SAP Application leveraging SQL Server Automatic Update Statistics
Published Mar 13 2019 08:20 AM 82 Views
First published on MSDN on May 22, 2007

Hi folks, new Blog, new author. The Blog itself should give information about running SAP applications on SQL Server. It will not only be me, Juergen, alone contributing to the Blog. We also will have colleagues of mine contributing who either work in our IT Department running a SAP landscape on SQL Server and other colleagues working with SAP on SAP BI. The intent is to give you information on simply running SAP Application on the Windows/SQL Server platform. But let’s start with the first article. Please note some corrections in the article made in October 2010 in regards to asynchronous update statistics

Lately I spent a week in Japan at customer round tables. We got a lot of questions which we will go through in subsequent articles here. One of the first questions which got repeatedly asked was circling on how good SQL Server’s automatic update statistics does work underneath SAP applications. There are a lot of recommendations and rumors out what to do. So let’s go through our experience, which we collected over the last 9 years in this area. We introduced automatic update statistics with SQL Server 7.0 and subsequently improved the feature in more recent releases.  More details around how update statistics exactly works and what the different statistics are and how to read those can be found in:

With the introduction of SQL Server Automatic Update Statistics SAP with their applications relied on SQL Server updating statistics and the automatic creation of column statistics. From SAP side no additional maintenance functionality got delivered since SQL Server 7.0 to schedule updating of statistics. The experience in thousands of productive SAP systems running on SQL Server was overall great. The basic experience is that the mechanisms of SQL Server automatic update statistics and automatic create of statistics works great for SAP applications.

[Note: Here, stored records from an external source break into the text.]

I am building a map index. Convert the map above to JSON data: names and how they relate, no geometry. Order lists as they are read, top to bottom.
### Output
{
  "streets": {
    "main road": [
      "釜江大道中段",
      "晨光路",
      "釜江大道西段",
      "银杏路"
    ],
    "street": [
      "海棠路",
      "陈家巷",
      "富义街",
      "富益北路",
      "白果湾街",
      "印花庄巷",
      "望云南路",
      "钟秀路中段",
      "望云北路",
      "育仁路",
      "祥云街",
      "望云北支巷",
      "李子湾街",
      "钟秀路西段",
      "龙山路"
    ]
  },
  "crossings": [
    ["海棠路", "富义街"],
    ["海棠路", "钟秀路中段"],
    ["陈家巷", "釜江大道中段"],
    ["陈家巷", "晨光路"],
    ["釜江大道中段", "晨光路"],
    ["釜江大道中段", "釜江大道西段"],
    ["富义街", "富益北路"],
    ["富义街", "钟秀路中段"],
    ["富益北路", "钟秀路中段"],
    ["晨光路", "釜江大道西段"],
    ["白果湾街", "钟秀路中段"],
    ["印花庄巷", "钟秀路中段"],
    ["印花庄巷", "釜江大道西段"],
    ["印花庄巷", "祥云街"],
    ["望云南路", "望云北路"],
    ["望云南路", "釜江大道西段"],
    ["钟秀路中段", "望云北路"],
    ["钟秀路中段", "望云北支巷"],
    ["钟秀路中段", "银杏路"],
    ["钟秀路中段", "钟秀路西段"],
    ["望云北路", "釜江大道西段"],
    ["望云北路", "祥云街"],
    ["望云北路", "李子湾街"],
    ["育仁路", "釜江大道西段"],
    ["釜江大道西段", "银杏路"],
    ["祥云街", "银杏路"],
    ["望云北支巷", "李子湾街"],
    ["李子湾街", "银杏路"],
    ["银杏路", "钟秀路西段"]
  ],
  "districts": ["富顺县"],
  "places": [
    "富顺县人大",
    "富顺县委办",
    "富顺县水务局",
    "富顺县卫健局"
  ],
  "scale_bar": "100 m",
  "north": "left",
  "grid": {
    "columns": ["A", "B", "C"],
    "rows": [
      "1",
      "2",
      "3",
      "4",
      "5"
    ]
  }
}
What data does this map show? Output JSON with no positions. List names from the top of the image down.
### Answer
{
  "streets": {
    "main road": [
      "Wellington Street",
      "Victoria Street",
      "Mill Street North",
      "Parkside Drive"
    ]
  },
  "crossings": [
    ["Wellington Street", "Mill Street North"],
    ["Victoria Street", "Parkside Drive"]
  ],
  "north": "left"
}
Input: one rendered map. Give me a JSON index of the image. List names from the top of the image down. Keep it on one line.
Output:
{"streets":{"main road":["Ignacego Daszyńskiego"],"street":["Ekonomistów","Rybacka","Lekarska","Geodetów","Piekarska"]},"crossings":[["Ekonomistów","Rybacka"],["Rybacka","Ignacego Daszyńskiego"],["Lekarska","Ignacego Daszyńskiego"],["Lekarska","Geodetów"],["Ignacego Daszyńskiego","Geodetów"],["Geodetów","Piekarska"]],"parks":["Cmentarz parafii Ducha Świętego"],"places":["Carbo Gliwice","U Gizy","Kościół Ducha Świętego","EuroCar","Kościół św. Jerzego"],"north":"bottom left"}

No Rule without exceptions

However there usually is no rule without exceptions. This also is true for our automatic update of the statistics. Reading through the whitepaper referred to above the following restrictions of automatic update statistics become apparent:

·         In order to update statistics 20% of the rows need to be modified

·         The table at least needs to have 500 rows

For SAP ERP type of workload these restrictions usually hardly cause problems. However in the SAP BW and SAP SCM it got visible that the second restriction had some impact on query performance. Analyzing the problem it became apparent, that a lot of the SAP dimension and sub-dimension tables simply never reached the threshold of 500 rows. Think about the ‘time’ dimension or the dimension of ‘countries’ or ‘sales regions’. Those tables hardly ever will grow as big as 500 rows.  In SQL Server 2000 this resulted in not even having any statistics on those tables at all. In SQL Server 2005 a first set of statistics is getting generated automatically in the case that there are no statistics yet (independent of the fact of how many rows are in the table). However in both releases statistics will not get updated anymore before the # of rows would get beyond 500. The result of having no statistics or out-dated statistics usually are query plans which are not the optimal in their join order. This impacts the run time negatively. In some cases we saw run time increased by factors of 10 to 100. In order to avoid such problems with BW and SCM, logic got implemented in SAP BW/SCM which will update statistics manually after Delta Loads got uploaded into an info cube. Please check out OSS notes #542468, #849062 and #1009511 which will describe what to implement and configure to avoid these problems

Investigating cases in other SAP products

Nevertheless a lot of myth got created about manual updating statistics helping to improve on this or that case of a slow running queries. Usually the myth is for the wrong reason. Here the reason why. If you update statistics on a table manually, two things will happen:

·         SQL Server indeed will update the statistics with the default sample (unless specified differently)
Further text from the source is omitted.